WHAT YOU NEED TO DO →
Before answering, work out how many lines below contain the string "canvas"; the reply is that number alone.

=======

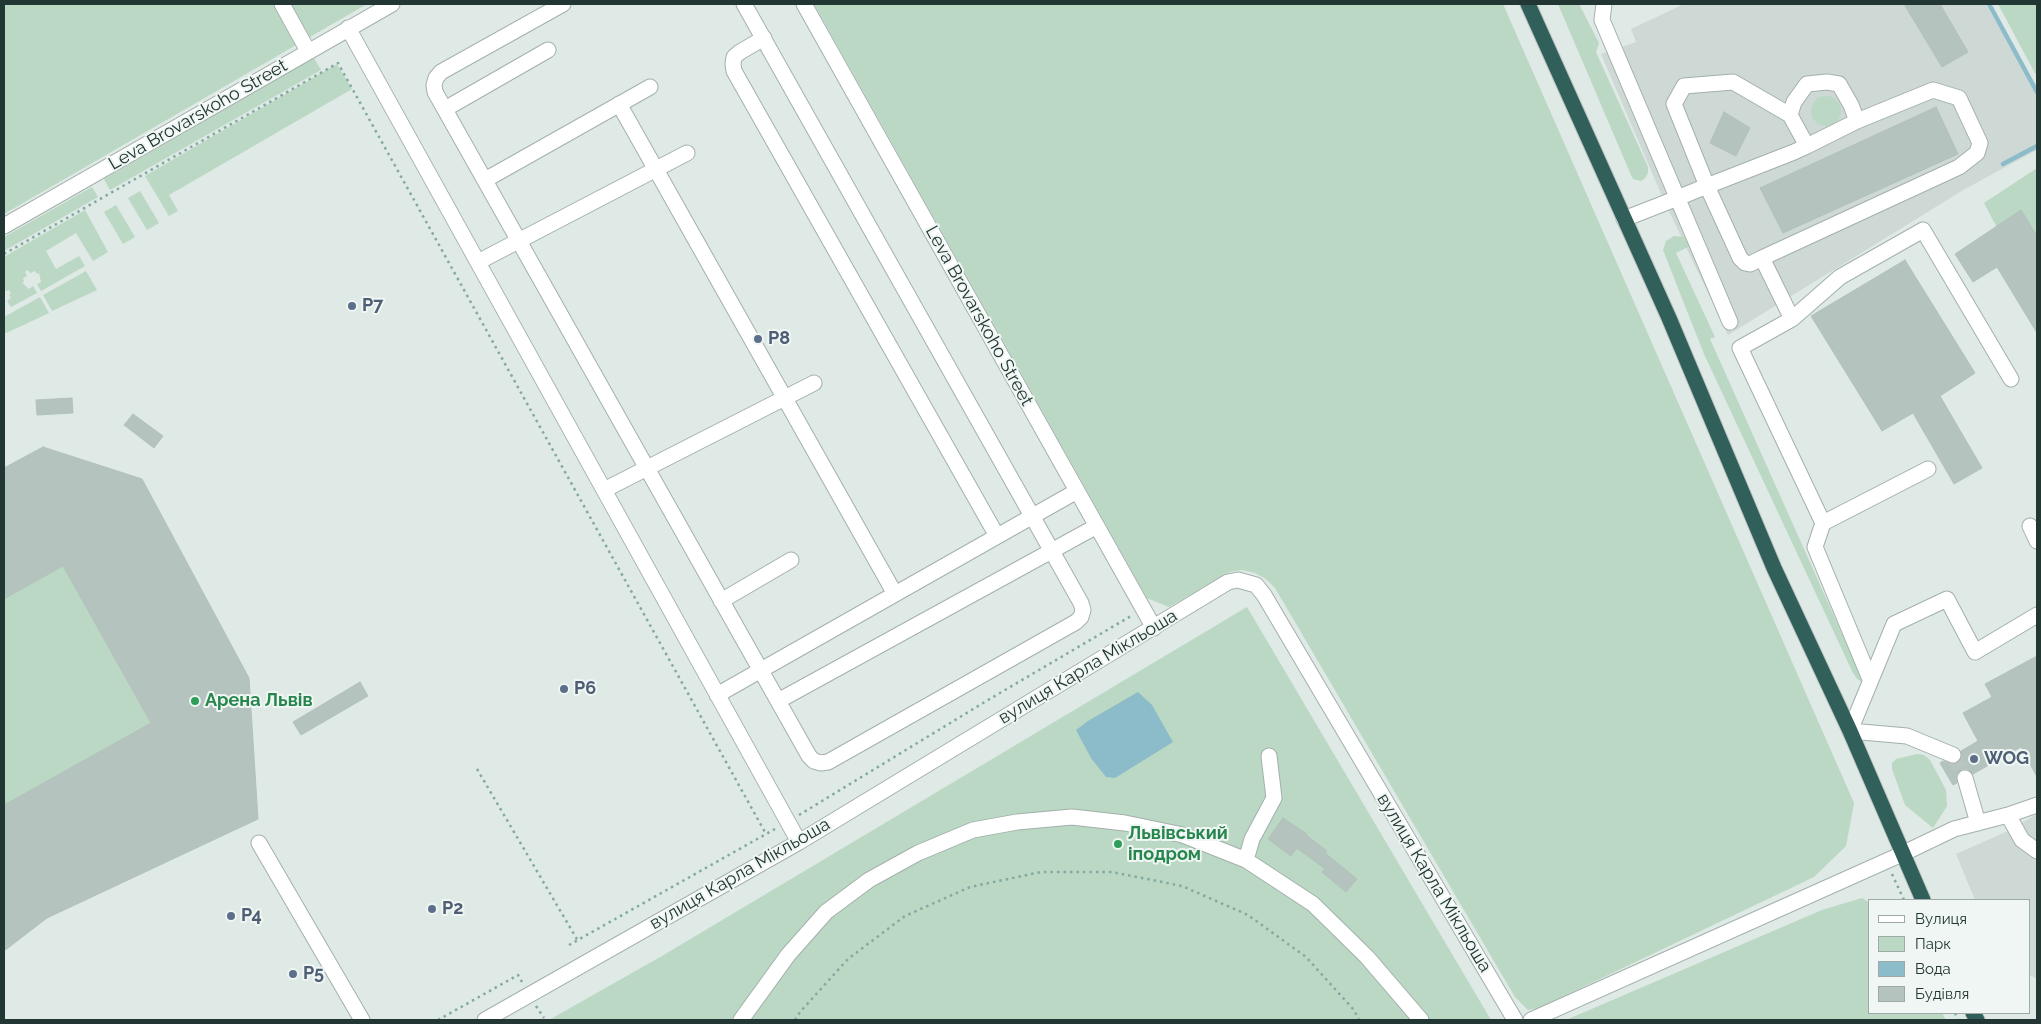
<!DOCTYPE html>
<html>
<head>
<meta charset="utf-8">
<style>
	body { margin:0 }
	#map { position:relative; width:2041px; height:1024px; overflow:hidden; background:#dfe9e5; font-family:Raleway,sans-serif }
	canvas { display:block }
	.frame { position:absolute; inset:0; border:5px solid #223733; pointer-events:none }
	.legend { position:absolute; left:1868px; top:899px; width:162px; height:115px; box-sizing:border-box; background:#eff6f3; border:1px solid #9daaa6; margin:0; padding:6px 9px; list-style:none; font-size:15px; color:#223733 }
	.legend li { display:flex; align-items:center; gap:10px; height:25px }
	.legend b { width:25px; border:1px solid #9daaa6 }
</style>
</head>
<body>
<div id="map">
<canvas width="2041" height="1024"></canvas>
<div class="frame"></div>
<ul class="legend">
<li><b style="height:6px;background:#fff"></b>Вулиця</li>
<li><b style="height:14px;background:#bad8c4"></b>Парк</li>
<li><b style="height:14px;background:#8cbbc9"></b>Вода</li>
<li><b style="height:14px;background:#b5c3be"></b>Будівля</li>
</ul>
</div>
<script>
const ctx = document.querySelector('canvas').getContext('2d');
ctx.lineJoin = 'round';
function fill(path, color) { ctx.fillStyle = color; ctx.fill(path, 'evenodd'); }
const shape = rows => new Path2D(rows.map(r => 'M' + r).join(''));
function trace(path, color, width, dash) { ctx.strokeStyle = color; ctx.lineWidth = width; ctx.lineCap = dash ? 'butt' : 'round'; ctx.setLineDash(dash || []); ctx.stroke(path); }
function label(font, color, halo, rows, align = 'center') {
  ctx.font = font + ' Raleway,sans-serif'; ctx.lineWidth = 4; ctx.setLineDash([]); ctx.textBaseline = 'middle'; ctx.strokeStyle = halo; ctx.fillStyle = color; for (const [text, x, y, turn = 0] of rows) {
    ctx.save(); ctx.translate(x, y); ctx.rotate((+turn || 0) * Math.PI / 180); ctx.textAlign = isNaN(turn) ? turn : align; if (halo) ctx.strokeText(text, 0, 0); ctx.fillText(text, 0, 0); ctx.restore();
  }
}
const built = shape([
	[1684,4,1986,4,2037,93,2037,150,1965,189,1728,335,1665,203,1601,54,1636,42,1631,29],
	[2037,814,2037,977,2035,978,2030,975,2030,900,1975,900,1956,854,2008,831]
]);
const green = shape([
	[4,4,367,4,4,214],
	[814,4,1503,4,1854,803,1846,846,1814,877,1539,1008,1528,1010,1515,997,1275,588,1266,579,1255,573,1242,570,1230,572,1169,607,1147,598],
	[1558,4,1579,4,1599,43,1596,52,1648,167,1648,173,1645,178,1641,181,1633,179,1631,175],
	[1998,4,2037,4,2037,77],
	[314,58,321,70,110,190,104,179],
	[337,64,352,89,169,195,178,211,169,216,145,176],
	'1811 111a15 15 0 1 1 30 0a15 15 0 1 1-30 0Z',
	[2037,168,2037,304,1984,203],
	[92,187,98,197,4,251,4,237],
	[140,191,159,223,147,230,128,198],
	[116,205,135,237,123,244,104,212],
	[85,210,108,252,93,261,76,233,46,251,56,269,79,256,85,266,41,291,37,284,41,282,39,273,37,274,35,271,30,273,28,270,25,272,27,276,23,278,24,282,22,283,29,289,33,286,37,293,11,307,7,301,11,298,9,295,11,293,9,290,7,291,4,289,4,257],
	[1674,236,1684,237,1690,246,1676,253,1715,337,1710,339,1864,683,1857,679,1852,671,1704,354,1663,250,1666,241],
	[86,271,97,290,52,311,43,295],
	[40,297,49,313,4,334,4,317],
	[63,566,151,723,4,805,4,599],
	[1247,607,1491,1020,549,1020,662,956],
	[1917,754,1924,755,1930,760,1946,790,1947,806,1933,828,1905,805,1892,769,1892,763,1896,759],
	[1862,898,1870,903,1870,1013,1942,1013,1946,1020,1566,1020,1822,910]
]);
const water = shape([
	[1138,692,1152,705,1173,742,1115,778,1106,777,1091,758,1076,730,1088,721]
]);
const stream = shape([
	[1989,4,2037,92],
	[2003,164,2037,146]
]);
const building = shape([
	[1904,4,1940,4,1968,52,1942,67,1904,4],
	[1936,107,1958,154,1783,233,1760,188,1936,107],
	[1724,112,1750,128,1736,156,1710,143,1724,112],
	[2021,210,2037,236,2037,333,1997,267,1973,282,1955,254,2021,210],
	[1905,260,1975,373,1940,396,1982,468,1954,484,1913,413,1882,431,1811,316,1905,260],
	[72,398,73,413,37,415,36,400,72,398],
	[133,414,163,436,154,448,124,425,133,414],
	[43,447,142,479,249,678,258,819,47,918,4,951,4,805,151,723,63,566,4,599,4,468,43,447],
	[2037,656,2037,777,2021,747,1973,774,1968,769,1962,769,1956,775,1957,783,1953,785,1940,763,1943,761,1954,764,1958,763,1962,758,1961,751,1978,741,1963,713,1992,697,1985,684,2037,656],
	[360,682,368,696,301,735,293,722,360,682],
	[1283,818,1307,834,1306,835,1327,851,1325,853,1357,879,1346,892,1322,872,1325,869,1297,848,1291,856,1268,839,1283,818]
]);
const minorTunnel = shape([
	[1953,755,1965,778]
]);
const path = shape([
	[4,254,338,63,766,834],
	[477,769,578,941],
	[799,815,988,700,1131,616],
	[1892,874,1904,900],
	[569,945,775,829],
	[536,1006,544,1018],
	[1955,1013,1958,1020],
	[438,1020,518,975,522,982],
	[795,1020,800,1012,848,959,905,916,970,887,1041,872,1112,872,1182,886,1248,915,1306,957,1354,1010,1359,1020]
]);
const minor = shape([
	[282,4,308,51],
	[563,4,441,72,436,78,434,85,435,92,809,756,814,761,821,763,828,762,1076,622,1081,617,1083,610,1081,603,744,4],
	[804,4,1154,628],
	[1604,4,1602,20,1730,322],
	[348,28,799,842],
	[764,38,740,52,734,57,733,64,734,71,997,536],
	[619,104,895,594],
	[445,109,548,50],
	[1807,146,1790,115,1794,102,1807,84,1827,82,1839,84,1851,105,1857,121],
	[485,180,650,87],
	[1624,219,1665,203,1707,186,1794,152,1807,146,1857,121,1933,90,1959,98,1980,143,1977,153,1959,167,1762,258,1750,264,1745,263,1740,258,1707,186,1674,104,1684,86,1733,82,1790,115],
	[4,226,392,4],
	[1762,258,1792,319],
	[478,262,687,153],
	[604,490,814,383],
	[1823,523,1740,348,1792,319,1840,277,1923,230,2011,379],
	[2030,526,2037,541],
	[721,601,791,560],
	[1870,679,1815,547,1823,523,1928,469],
	[717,695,1077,491],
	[778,701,1097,526],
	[1953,755,1907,736,1850,731,1894,624,1947,599,1975,652,2037,615],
	[1965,778,1978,823],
	[2008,815,2022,840,2037,851],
	[259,843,362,1020],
	[1246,860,1252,839,1274,798,1269,756],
	[485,1020,799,842,1228,582,1238,580,1256,585,1264,595,1515,1020],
	[741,1020,788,955,826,912,869,880,918,853,973,830,1017,822,1072,817,1125,823,1183,835,1246,860,1313,904,1367,957,1421,1020],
	[1531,1020,1902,854,1954,829,2008,815,2037,805]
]);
const highway = shape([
	[1528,4,1669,318,1774,568,1850,731,1923,900],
	[1973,1013,1977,1020]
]);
const markers = [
	[352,306,5,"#5c6f8a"],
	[758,339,5,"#5c6f8a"],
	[564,689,5,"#5c6f8a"],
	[195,701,5,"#2e9e5b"],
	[1974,759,5,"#5c6f8a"],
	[1118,844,5,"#2e9e5b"],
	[432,909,5,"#5c6f8a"],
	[231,916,5,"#5c6f8a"],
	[293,974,5,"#5c6f8a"]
];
const streetNames = [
	["Leva Brovarskoho Street",198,115,-30],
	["Leva Brovarskoho Street",979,316,61],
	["вулиця Карла Мікльоша",1088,667,-31],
	["вулиця Карла Мікльоша",740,874,-30],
	["вулиця Карла Мікльоша",1434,883,59]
];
const serviceNames = [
	["P7",362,306],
	["P8",768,339],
	["P6",574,689],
	["WOG",1984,759],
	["P2",442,909],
	["P4",241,916],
	["P5",303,974]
];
const leisureNames = [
	["Арена Львів",205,701],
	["Львівський",1128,834],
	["іподром",1128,855]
];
fill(built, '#ced8d4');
fill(green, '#bad8c4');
fill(water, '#8cbbc9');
trace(stream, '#8cbbc9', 4.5);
fill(building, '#b5c3be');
trace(building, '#b2c1bc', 1);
trace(minorTunnel, '#b9c5c1', 15, [15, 8]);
trace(minor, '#a3b0ac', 17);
trace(highway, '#bdc3c2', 17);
trace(path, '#83a9a0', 2.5, [2.5, 4]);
trace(minor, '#fff', 15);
trace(highway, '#31605a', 15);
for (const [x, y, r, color] of markers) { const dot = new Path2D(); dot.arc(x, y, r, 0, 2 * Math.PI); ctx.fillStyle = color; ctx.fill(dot); trace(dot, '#eff6f3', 2); }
label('18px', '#223733', '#eff6f3', streetNames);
label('bold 18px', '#4e5e75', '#eff6f3', serviceNames, 'left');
label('bold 18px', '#27864d', '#eff6f3', leisureNames, 'left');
</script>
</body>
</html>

=======

EXERCISE RESULT →
3